Os episódios se sucedem, cada vez mais diversos, bizarros e evocadores. Em sua infância, o narrador é enviado para passar dois anos em uma clínica de saúde para jovens enfermos: aqui estamos em mistura de O senhor das moscas, de Golding com A montanha mágica, de Mann. Mais tarde, em uma versão invertida de A metamorfose, de Kafka, o humano se transforma em ácaro e prontamente, em uma paródia dos Evangelhos, se encarrega de trazer a Boa Nova aos seus pares artrópodes: que eles não podem vê-La, mas estão no corpo de uma gigantesca Pessoa que as ama e lhes oferece seu corpo em sacrifício e alimento.
Em uma entrevista recente, Cărtărescu descreve Solenoide como “metafísico” e “ético”, “um livro vertical, dirigido aos céus”, que ousa articular respostas para algumas das mais antigas e importantes questões da humanidade: De onde vem o Mal? Por que nascemos condenados à morte? E, no fim, em uma época onde o cinismo se transformou na nova ortodoxia, Cărtărescu tem a ousadia maior de terminar o romance em uma nota positiva e esperançosa que remete à figura do Bodisatva budista: que a redenção deve ser para todos; que não temos a permissão de nos salvar até que todas as pessoas estejam salvas.
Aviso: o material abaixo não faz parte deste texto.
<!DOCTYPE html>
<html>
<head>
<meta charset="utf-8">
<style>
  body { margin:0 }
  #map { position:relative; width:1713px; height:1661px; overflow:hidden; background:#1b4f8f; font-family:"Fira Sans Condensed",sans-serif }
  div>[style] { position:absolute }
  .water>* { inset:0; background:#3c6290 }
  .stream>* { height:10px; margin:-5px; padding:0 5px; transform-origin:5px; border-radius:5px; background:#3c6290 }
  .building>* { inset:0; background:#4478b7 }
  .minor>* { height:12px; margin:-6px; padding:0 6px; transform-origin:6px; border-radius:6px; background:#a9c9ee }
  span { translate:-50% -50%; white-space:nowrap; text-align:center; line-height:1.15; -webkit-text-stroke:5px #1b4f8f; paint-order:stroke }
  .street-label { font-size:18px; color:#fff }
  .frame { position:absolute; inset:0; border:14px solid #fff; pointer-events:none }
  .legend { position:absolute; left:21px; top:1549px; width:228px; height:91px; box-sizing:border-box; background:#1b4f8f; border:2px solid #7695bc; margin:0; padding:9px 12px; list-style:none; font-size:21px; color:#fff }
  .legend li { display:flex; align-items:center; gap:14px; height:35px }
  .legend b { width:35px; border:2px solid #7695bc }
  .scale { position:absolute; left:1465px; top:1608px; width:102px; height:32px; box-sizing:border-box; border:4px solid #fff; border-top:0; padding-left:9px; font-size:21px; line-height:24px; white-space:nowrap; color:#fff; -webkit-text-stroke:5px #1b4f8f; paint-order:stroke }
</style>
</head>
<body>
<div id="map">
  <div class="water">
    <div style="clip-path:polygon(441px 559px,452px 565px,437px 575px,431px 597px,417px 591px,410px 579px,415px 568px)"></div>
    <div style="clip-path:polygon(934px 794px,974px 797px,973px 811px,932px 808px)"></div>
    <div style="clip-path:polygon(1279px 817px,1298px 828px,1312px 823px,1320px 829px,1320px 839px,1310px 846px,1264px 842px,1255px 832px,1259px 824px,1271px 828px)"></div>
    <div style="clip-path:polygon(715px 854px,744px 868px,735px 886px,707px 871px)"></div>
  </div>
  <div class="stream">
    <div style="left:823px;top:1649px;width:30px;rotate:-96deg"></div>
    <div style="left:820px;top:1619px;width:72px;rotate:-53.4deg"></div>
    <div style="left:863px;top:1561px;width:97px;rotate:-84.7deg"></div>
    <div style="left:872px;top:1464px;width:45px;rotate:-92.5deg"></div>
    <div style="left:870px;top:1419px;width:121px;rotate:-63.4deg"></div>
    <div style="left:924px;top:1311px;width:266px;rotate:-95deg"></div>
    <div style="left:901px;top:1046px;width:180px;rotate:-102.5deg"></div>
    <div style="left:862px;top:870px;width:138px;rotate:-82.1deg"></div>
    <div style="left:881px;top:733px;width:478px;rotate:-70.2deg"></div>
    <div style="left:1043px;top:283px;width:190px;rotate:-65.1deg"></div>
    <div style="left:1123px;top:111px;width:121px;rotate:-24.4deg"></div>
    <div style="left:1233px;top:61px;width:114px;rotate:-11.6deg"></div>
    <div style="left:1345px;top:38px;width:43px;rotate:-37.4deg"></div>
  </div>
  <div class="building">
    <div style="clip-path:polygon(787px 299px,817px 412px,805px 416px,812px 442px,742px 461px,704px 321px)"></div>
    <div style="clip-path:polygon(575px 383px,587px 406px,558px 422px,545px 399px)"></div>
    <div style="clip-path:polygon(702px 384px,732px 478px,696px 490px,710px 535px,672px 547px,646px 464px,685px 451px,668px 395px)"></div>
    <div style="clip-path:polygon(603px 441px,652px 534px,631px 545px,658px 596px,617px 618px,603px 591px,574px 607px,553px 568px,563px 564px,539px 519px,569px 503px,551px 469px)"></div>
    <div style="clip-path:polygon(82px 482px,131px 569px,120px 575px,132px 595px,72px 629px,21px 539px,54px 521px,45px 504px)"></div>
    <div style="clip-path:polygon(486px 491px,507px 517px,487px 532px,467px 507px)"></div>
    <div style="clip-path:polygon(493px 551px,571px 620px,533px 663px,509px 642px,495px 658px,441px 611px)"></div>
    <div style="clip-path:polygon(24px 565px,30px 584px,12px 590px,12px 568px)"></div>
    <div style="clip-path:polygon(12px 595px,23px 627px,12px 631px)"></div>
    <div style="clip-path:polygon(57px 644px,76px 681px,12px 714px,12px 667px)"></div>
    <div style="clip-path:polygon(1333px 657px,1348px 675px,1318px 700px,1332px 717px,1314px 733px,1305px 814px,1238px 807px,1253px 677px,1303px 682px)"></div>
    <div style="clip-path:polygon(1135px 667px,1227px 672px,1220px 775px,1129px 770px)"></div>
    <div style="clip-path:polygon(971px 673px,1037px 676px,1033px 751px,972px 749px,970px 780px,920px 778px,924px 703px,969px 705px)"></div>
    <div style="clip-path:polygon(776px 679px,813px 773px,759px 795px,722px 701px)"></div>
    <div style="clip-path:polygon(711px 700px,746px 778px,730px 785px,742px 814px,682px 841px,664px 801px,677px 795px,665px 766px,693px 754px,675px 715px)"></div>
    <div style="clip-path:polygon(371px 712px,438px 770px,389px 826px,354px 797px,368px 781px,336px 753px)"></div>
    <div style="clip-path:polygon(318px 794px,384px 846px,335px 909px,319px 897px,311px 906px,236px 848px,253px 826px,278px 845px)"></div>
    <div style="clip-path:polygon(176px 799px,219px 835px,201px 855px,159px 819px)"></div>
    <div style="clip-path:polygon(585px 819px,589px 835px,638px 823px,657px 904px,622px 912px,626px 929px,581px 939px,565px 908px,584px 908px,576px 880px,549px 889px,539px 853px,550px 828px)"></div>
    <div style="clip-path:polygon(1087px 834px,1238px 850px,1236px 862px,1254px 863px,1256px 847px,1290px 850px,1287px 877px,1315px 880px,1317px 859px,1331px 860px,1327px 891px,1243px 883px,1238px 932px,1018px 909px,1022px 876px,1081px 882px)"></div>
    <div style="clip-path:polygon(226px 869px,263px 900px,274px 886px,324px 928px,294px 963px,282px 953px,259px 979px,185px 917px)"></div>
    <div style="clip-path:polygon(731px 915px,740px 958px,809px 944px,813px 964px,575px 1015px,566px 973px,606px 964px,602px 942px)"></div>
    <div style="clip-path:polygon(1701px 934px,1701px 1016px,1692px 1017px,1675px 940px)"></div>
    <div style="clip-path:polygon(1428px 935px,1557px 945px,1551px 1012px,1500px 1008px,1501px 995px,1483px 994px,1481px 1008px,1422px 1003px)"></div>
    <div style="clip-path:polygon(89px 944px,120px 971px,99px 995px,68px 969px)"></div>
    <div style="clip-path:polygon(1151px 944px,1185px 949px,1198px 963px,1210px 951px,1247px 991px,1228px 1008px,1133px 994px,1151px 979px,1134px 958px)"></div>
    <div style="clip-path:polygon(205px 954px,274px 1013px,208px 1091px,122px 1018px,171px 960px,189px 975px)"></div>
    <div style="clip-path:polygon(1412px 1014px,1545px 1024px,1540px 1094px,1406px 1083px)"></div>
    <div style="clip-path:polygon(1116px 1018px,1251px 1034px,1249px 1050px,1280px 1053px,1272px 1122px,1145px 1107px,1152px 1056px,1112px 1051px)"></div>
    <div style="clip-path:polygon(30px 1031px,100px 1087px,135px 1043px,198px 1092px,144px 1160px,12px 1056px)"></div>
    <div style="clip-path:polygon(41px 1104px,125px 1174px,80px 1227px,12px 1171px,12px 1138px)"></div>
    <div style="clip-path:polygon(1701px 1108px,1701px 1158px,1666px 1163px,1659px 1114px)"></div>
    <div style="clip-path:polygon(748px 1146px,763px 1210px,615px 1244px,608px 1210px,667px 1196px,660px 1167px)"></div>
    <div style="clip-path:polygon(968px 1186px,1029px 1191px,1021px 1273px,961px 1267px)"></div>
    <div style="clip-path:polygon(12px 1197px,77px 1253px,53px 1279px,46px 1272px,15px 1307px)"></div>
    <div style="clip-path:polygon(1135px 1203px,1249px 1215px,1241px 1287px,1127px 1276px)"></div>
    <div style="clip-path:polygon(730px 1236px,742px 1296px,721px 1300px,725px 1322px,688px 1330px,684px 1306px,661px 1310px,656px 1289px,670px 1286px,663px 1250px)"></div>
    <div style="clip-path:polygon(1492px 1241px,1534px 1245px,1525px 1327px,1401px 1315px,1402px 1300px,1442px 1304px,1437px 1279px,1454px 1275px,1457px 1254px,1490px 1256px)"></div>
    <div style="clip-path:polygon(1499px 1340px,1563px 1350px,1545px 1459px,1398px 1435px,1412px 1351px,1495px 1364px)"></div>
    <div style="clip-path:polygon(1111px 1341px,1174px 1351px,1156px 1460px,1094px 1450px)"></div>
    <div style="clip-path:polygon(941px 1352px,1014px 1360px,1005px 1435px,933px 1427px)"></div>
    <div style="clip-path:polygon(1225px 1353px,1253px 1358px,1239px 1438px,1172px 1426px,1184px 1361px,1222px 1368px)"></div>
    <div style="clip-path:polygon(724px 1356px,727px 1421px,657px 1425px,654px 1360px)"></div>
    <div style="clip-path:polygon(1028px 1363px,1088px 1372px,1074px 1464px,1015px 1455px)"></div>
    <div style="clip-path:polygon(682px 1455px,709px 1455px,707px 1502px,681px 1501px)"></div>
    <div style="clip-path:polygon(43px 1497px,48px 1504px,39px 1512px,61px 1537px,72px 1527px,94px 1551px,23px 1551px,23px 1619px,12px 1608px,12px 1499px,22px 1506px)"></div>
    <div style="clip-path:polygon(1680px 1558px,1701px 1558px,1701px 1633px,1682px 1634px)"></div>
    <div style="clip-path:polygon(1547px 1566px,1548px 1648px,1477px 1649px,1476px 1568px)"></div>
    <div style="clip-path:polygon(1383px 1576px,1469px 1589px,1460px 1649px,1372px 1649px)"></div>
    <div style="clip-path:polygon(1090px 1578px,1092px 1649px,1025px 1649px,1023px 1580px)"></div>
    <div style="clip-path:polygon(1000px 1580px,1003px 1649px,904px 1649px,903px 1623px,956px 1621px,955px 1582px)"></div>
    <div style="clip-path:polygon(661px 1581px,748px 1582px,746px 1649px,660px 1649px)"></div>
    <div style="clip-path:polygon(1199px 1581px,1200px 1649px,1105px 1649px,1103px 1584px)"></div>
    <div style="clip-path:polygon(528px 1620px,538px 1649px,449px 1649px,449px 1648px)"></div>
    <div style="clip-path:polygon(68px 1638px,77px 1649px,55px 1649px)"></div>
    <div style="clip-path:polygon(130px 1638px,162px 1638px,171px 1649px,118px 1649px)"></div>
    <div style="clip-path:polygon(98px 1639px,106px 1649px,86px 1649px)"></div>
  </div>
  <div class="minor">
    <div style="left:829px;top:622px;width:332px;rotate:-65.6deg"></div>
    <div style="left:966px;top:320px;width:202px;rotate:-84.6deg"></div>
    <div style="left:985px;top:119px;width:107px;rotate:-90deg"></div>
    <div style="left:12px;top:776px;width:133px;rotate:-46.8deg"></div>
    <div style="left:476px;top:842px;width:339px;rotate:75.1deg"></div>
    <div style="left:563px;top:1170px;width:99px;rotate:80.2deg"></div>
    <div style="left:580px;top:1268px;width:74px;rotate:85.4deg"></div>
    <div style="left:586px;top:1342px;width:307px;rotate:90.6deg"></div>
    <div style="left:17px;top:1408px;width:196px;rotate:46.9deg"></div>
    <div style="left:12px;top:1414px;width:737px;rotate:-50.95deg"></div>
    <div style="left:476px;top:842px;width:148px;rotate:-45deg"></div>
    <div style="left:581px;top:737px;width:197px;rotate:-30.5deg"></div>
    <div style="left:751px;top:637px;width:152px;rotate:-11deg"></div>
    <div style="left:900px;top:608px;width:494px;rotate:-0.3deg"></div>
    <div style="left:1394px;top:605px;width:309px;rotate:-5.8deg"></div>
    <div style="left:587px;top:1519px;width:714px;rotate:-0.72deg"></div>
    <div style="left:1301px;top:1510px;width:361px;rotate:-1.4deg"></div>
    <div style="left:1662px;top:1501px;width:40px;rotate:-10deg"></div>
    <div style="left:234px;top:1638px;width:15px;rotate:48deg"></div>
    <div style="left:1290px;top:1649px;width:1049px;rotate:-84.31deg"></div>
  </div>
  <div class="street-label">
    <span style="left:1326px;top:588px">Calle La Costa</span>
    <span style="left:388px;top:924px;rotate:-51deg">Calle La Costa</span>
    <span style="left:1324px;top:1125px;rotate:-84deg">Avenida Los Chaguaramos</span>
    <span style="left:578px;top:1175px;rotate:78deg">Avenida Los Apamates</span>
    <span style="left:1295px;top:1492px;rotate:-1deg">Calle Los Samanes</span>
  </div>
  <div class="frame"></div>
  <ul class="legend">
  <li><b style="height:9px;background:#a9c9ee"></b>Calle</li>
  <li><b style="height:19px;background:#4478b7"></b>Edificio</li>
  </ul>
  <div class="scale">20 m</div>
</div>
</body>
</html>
A dificuldade de resenhar Solenoide é que simplesmente listar episódios isolados do seu enredo – muitas vezes grotescos como um barbante de umbigo – não consegue transmitir o sentido de maravilha desse livro cuja própria leitura parece uma experiência religiosa. Os episódios precisam de seu contexto dentro das 800 páginas desse romance para serem significativos. No fim das contas, o leitor só pode contar com a palavra do resenhista de que, sim, a viagem vale a pena. Seria desonesto prometer que, no fim, tudo faz sentido, mas não seria exagero afirmar que é uma leitura revolucionária, impactante, transformadora.